Taken as a whole, Lotz’s work tends to point to what can broadly be thought of as intelligent commodities: pigs, for example, but also self-powered machines (water mills, aquaducts, solar panels) or those, containing motion sensors, that demonstrate a "smart" awareness of their surroundings. Further, especially in their flat, wall-mounted format, it may not be so strange to think of the Berlin-based artist’s works as also bearing a consistent, albeit open-ended, relationship to painting. Historically, there have been tendencies to think of a painting as having "flesh": consider, as an early example, when in 1867 the writer Émile Zola described Edouard Manet’s oeuvre as comprising the artist’s "flesh and blood." More recently the writer Isabelle Graw has pointed to our susceptibility to regard paintings as independent subjects capable of thought. Graw has offered the term "quasi-person" to identify this illusory subjectivity, locating it in relation to the way that many paintings bear an explicit, physical connection to their producer. Lotz’s objects elicit a similar effect to the one Graw describes, but with at least two key differences: whatever traces of activity you might find in them rarely lead back to the author, and whatever "subjectivities" might seem to teem beneath their surfaces are generally not human.

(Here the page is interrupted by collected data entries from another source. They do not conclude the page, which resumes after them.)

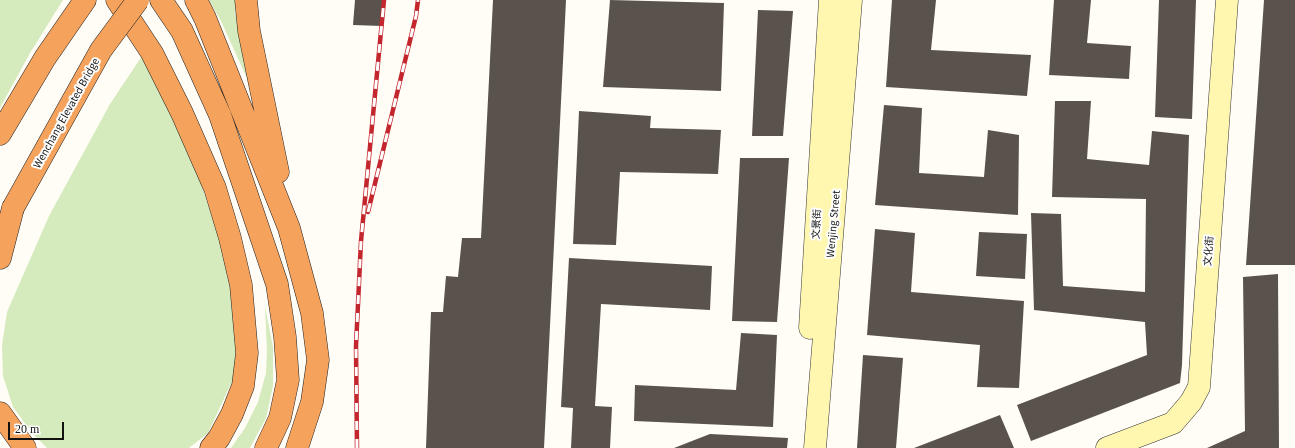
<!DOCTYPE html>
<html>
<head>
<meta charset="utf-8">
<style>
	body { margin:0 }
	#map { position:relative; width:1295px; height:448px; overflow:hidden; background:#fffdf5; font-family:Georgia,serif }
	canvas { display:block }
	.scale { position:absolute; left:8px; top:422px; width:56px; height:18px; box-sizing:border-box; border:2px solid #111; border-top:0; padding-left:5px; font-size:12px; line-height:14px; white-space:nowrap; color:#111; -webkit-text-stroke:3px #fff; paint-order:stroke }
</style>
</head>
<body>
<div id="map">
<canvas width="1295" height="448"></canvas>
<div class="scale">20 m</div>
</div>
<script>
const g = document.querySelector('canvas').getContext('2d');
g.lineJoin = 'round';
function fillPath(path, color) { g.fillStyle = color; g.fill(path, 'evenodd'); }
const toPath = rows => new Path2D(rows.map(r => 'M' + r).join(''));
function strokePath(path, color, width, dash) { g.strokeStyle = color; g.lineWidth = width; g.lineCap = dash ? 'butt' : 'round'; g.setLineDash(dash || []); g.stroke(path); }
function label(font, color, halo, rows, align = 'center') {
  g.font = font + ' Georgia,"Noto Sans SC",serif'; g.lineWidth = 4; g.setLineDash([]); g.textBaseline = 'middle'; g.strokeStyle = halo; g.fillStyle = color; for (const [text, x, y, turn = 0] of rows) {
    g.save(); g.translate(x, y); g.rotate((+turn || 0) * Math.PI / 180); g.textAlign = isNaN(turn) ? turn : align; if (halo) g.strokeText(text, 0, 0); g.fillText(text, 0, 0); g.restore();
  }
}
fillPath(toPath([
	[0,0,63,0,30,53,0,108],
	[209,0,235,0,235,11,250,85,221,21],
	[142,56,191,154,228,264,236,343,235,375,208,433,189,448,47,448,32,433,13,407,3,376,2,345,7,312,49,216,110,104],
	[265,306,273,347,273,386,266,418,250,448,231,448,245,428,258,402,266,373,267,351]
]), '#d5ebbd');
fillPath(toPath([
	[355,0,383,0,382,26,353,25],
	[493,0,566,0,544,448,426,448,431,312,443,312,446,276,458,277,462,238,481,238],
	[610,0,724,3,721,91,603,87],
	[892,0,936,0,931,50,1031,55,1027,96,886,87],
	[1054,0,1091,0,1087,43,1131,46,1129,79,1049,75],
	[1159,0,1196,0,1192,119,1155,117],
	[1264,0,1295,0,1295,265,1246,265],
	[758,10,793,11,783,136,752,136],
	[1055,101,1091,101,1087,159,1149,165,1152,131,1189,135,1182,365,1180,383,1031,441,1017,405,1147,355,1145,322,1034,310,1031,213,1061,214,1063,286,1145,292,1146,199,1052,197],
	[884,105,922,108,919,173,984,177,988,130,1019,135,1018,215,875,205],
	[579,111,651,116,650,128,721,130,718,174,620,172,616,245,573,244],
	[740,158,789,158,777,322,732,321],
	[875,229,915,233,911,292,1024,301,1019,388,977,387,980,345,867,335],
	[979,232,1027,234,1025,279,976,276],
	[569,258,712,266,710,310,601,304,595,406,612,407,610,448,571,448,573,408,561,407],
	[1278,274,1279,448,1207,448,1245,431,1243,277],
	[741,333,777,335,773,427,634,421,635,385,736,390],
	[863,355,903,358,896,448,857,448],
	[1000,415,1014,448,914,448],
	[710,434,788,438,787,448,674,448]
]), '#5a524d');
const secondary = toPath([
	[810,328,830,0],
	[815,448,851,0],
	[1107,448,1173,423,1191,402,1199,387,1227,0]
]);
const highway = toPath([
	[117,0,152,53,182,113,215,188,230,238,241,285,247,353,243,386,232,414,219,438,211,448],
	[161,0,182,31,220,115,277,284,285,337,288,380,280,418,266,448],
	[196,0,205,18,289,228,312,313,318,360,312,402,297,448],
	[246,0,249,31,278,172],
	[0,134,45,58,85,0],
	[0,258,13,208],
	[0,413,25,448]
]);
strokePath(secondary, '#333', 23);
strokePath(highway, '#222', 23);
strokePath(secondary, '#fff6b0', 22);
strokePath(highway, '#f5a25d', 22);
const rail = toPath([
	[368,212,416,16,418,0],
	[357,448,356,346,361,241,384,0]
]);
strokePath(rail, '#c4262e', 4.5);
strokePath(rail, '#fff', 3, [9]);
const highwayBridge = toPath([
	[13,208,101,50,138,0]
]);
strokePath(highwayBridge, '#222', 23, []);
strokePath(highwayBridge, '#f5a25d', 22);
label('10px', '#111', '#fff', [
	["Wenchang Elevated Bridge",66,113,-61],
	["文景街",816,224,-87],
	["Wenjing Street",833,224,-85],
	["文化街",1208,251,-86]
]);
</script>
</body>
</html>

Highly contained and with a conciseness that makes them appear logically derived, Lotz’s work can at first seem slightly cold. As the artist Peter Wächtler, who co-ran the Brussels project space Sotoso with Lotz from their shared apartment, has put it, his works evince a "highly professional manner" that can make the objects feel almost generic. Yet this quality is perhaps the crux of Lotz’s expressive language: the barely touched, neutral packaging allows "expressivity" to be wrested from the author, leaving room for the objects to speak and perform in a language of their own. This was the case with the dirty, smudged refrigerator doors, Format das hieß Psychoscape (2009), which Lotz salvaged from junkyards and mounted on the gallery walls for his eponymous exhibition at the Oktogon, Hochschule für Bildende Künste Dresden, in 2009, where chaotic histories of use, wear and abandonment congealed into something mirroring painterly intention. Similarly, the mixture of chemicals and animal juice in Rain Over Water often results in strange puckers in the plastic that radiate outward from the pig brains like auras, managing to evoke equally the bleeding gestural marks of artists like Helen Frankenthaler and the outward spread of bacterial colonies in a Petri dish. Similarly, other aspects of the work’s content threaten to override their highly controlled format: when you consider that it’s unknown how long the organic matter sealed within these plastic casings will last, for example, or when a Radio Frequency Identification Chip embedded in Rain Over Water suggests its implication within an external, unseen system. Lotz’s inclination toward the surreal emerges the more you spend time with his work. Using the artificial, white cube aesthetic almost as another kind of readymade, Lotz slyly nudges the achingly familiar into the realm of the uncanny.
Born 1980 in Hamburg, Germany, Lotz currently lives and works in Berlin. He is represented by David Lewis gallery in New York. In addition to solo shows at David Lewis, Lotz's work has been featured internationally at art institutions including Dominique Lévy in New York, Martos gallery in New York, and Galerie Emanuel Layr in Vienna, and has been covered by publications such as frieze and Artforum.